**What to produce:**
All that is needed is each line of the entries holding the word "Share", copied as it stands.

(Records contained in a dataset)
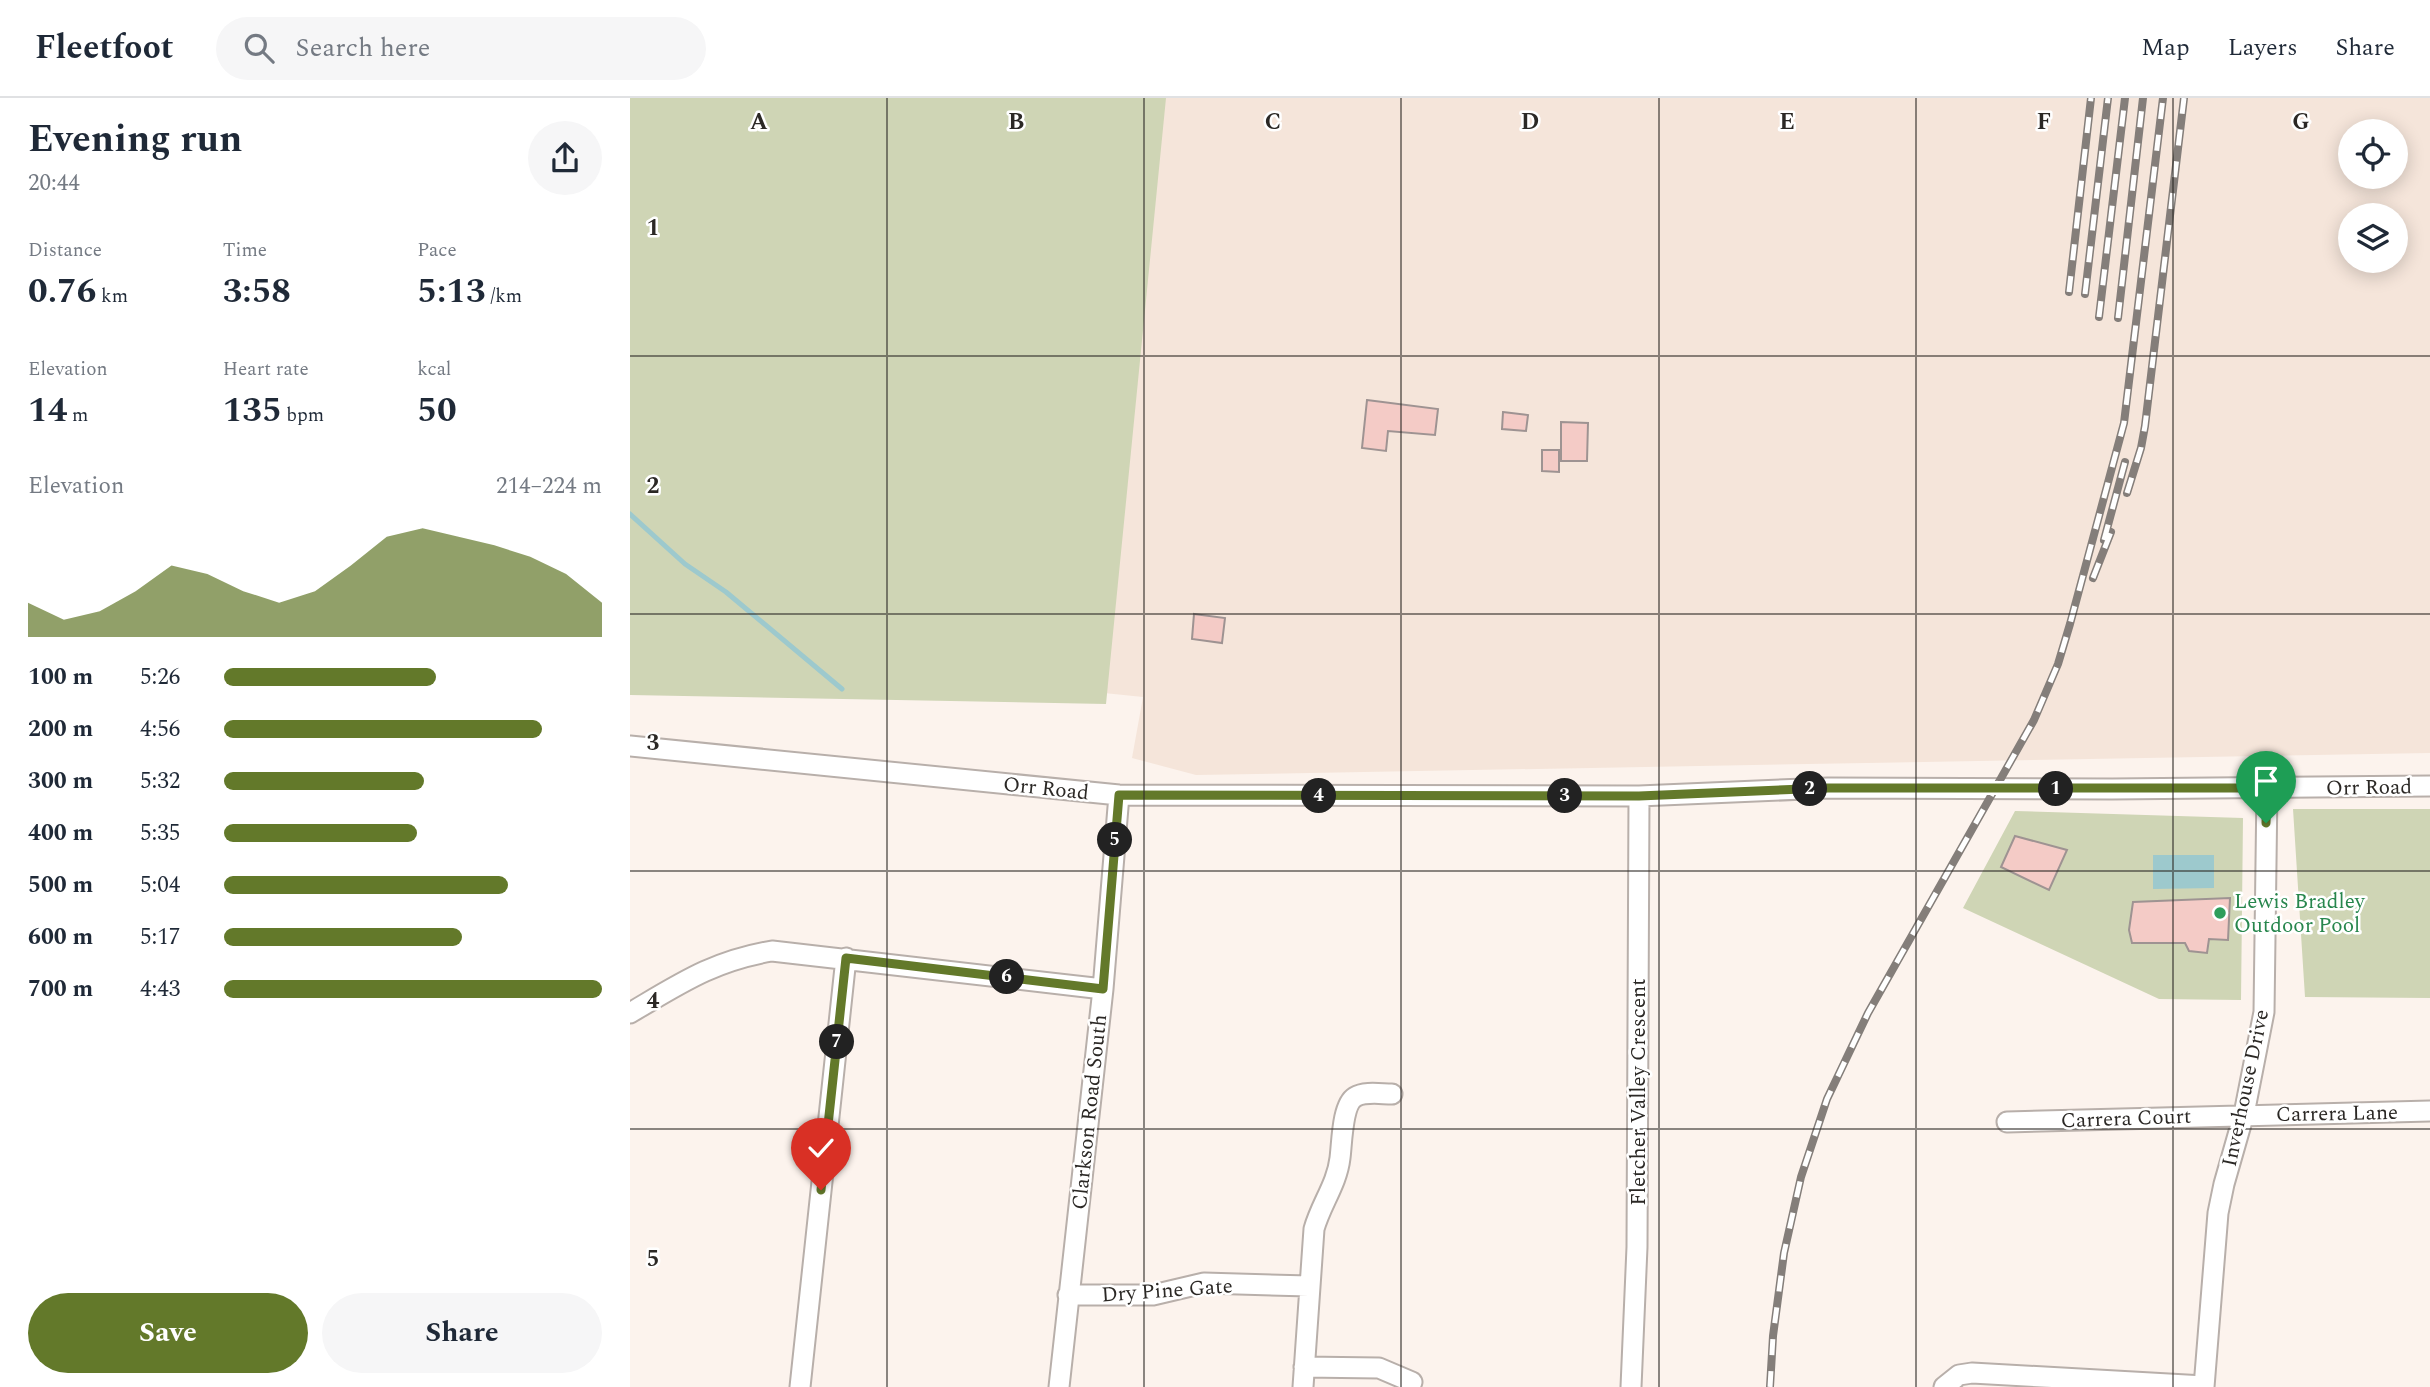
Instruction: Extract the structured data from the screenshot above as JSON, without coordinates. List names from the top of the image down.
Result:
{
  "streets": {
    "street": [
      "Orr Road",
      "Inverhouse Drive",
      "Fletcher Valley Crescent",
      "Clarkson Road South",
      "Carrera Lane",
      "Carrera Court",
      "Dry Pine Gate"
    ]
  },
  "crossings": [
    ["Orr Road", "Inverhouse Drive"],
    ["Orr Road", "Fletcher Valley Crescent"],
    ["Orr Road", "Clarkson Road South"],
    ["Inverhouse Drive", "Carrera Lane"],
    ["Inverhouse Drive", "Carrera Court"],
    ["Clarkson Road South", "Dry Pine Gate"],
    ["Carrera Lane", "Carrera Court"]
  ],
  "places": ["Lewis Bradley Outdoor Pool"],
  "page": {
    "header": "Fleetfoot",
    "search": "Search here",
    "nav": ["Map", "Layers", "Share"],
    "heading": ["Evening run", "20:44"],
    "stats": [
      ["Distance", "0.76 km"],
      ["Time", "3:58"],
      ["Pace", "5:13 /km"],
      ["Elevation", "14 m"],
      ["Heart rate", "135 bpm"],
      ["kcal", "50"]
    ],
    "chart": ["Elevation", "214–224 m"],
    "list": [
      {
        "name": "100 m",
        "note": "5:26"
      },
      {
        "name": "200 m",
        "note": "4:56"
      },
      {
        "name": "300 m",
        "note": "5:32"
      },
      {
        "name": "400 m",
        "note": "5:35"
      },
      {
        "name": "500 m",
        "note": "5:04"
      },
      {
        "name": "600 m",
        "note": "5:17"
      },
      {
        "name": "700 m",
        "note": "4:43"
      }
    ],
    "pins": [
      "1",
      "2",
      "3",
      "4",
      "5",
      "6",
      "7"
    ],
    "buttons": ["Save", "Share"]
  },
  "grid": {
    "columns": [
      "A",
      "B",
      "C",
      "D",
      "E",
      "F",
      "G"
    ],
    "rows": [
      "1",
      "2",
      "3",
      "4",
      "5"
    ]
  }
}
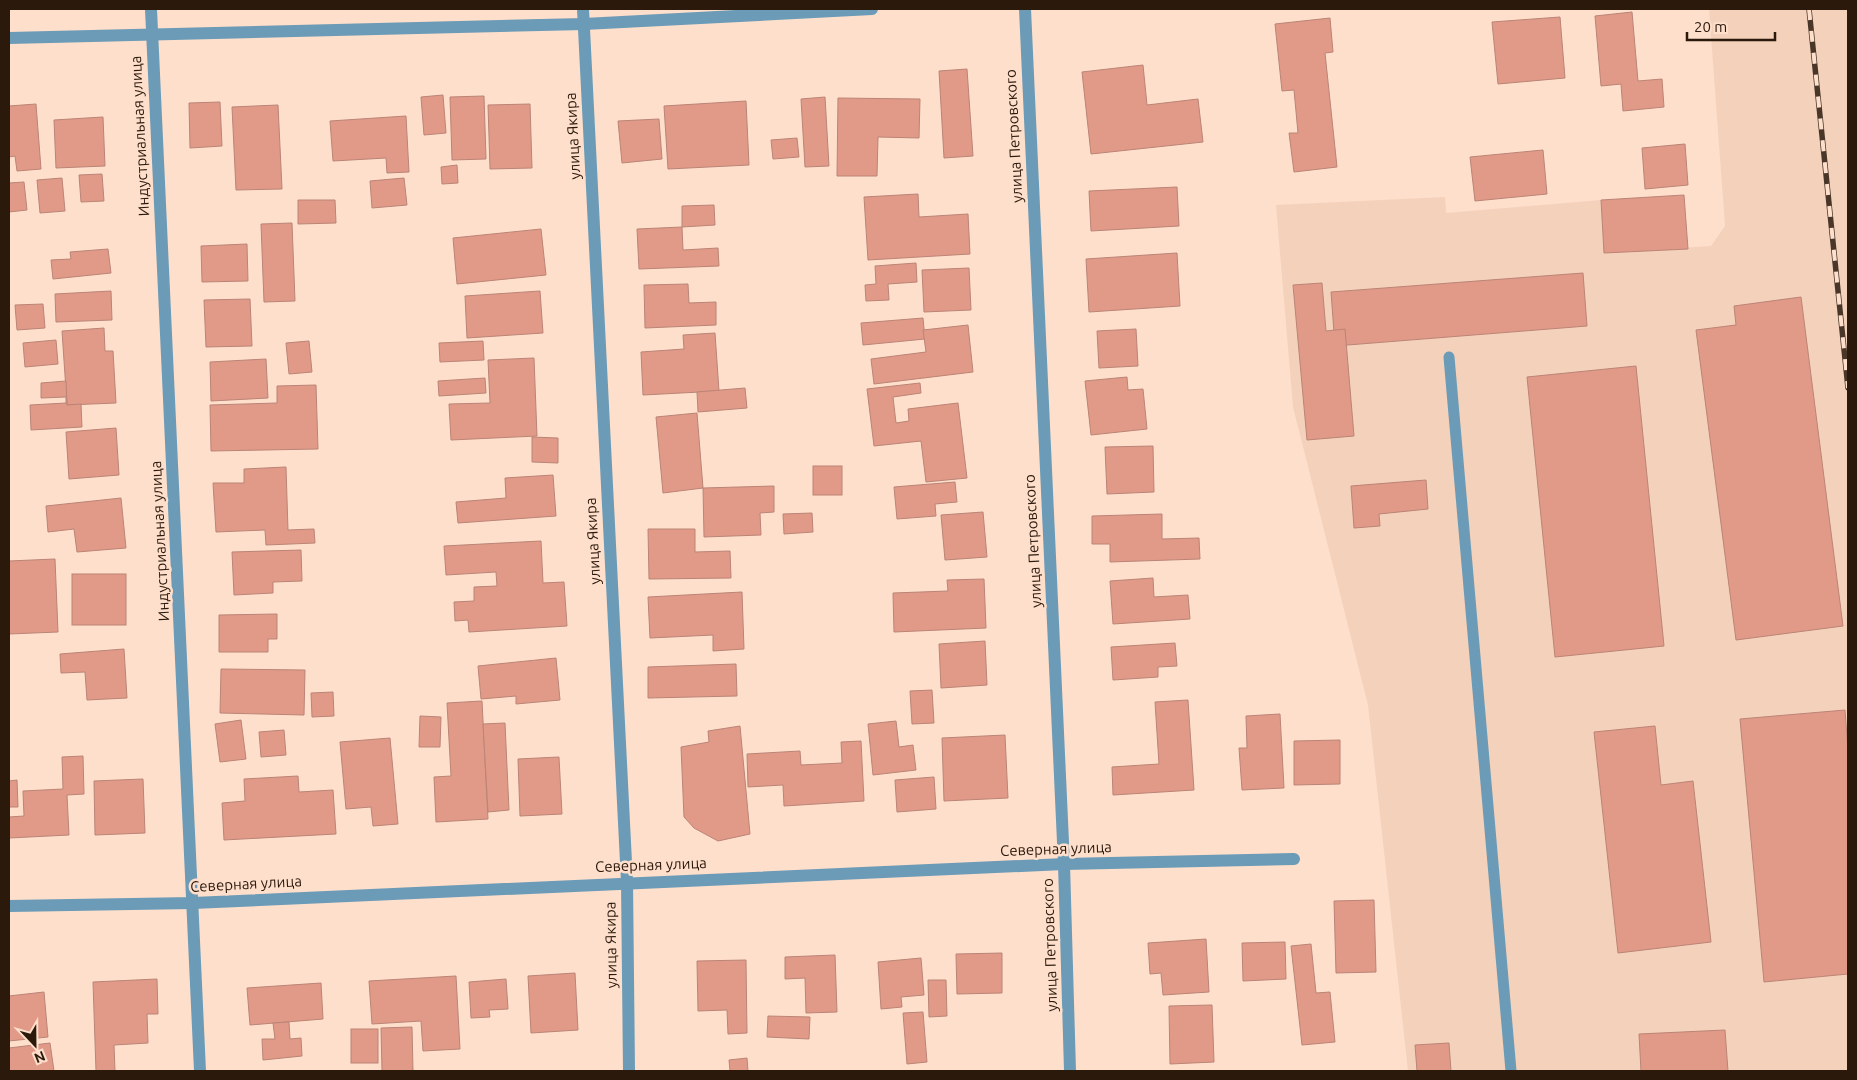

**Answer to the problem:**
    "nav": ["Map", "Layers", "Share"],
    "buttons": ["Save", "Share"]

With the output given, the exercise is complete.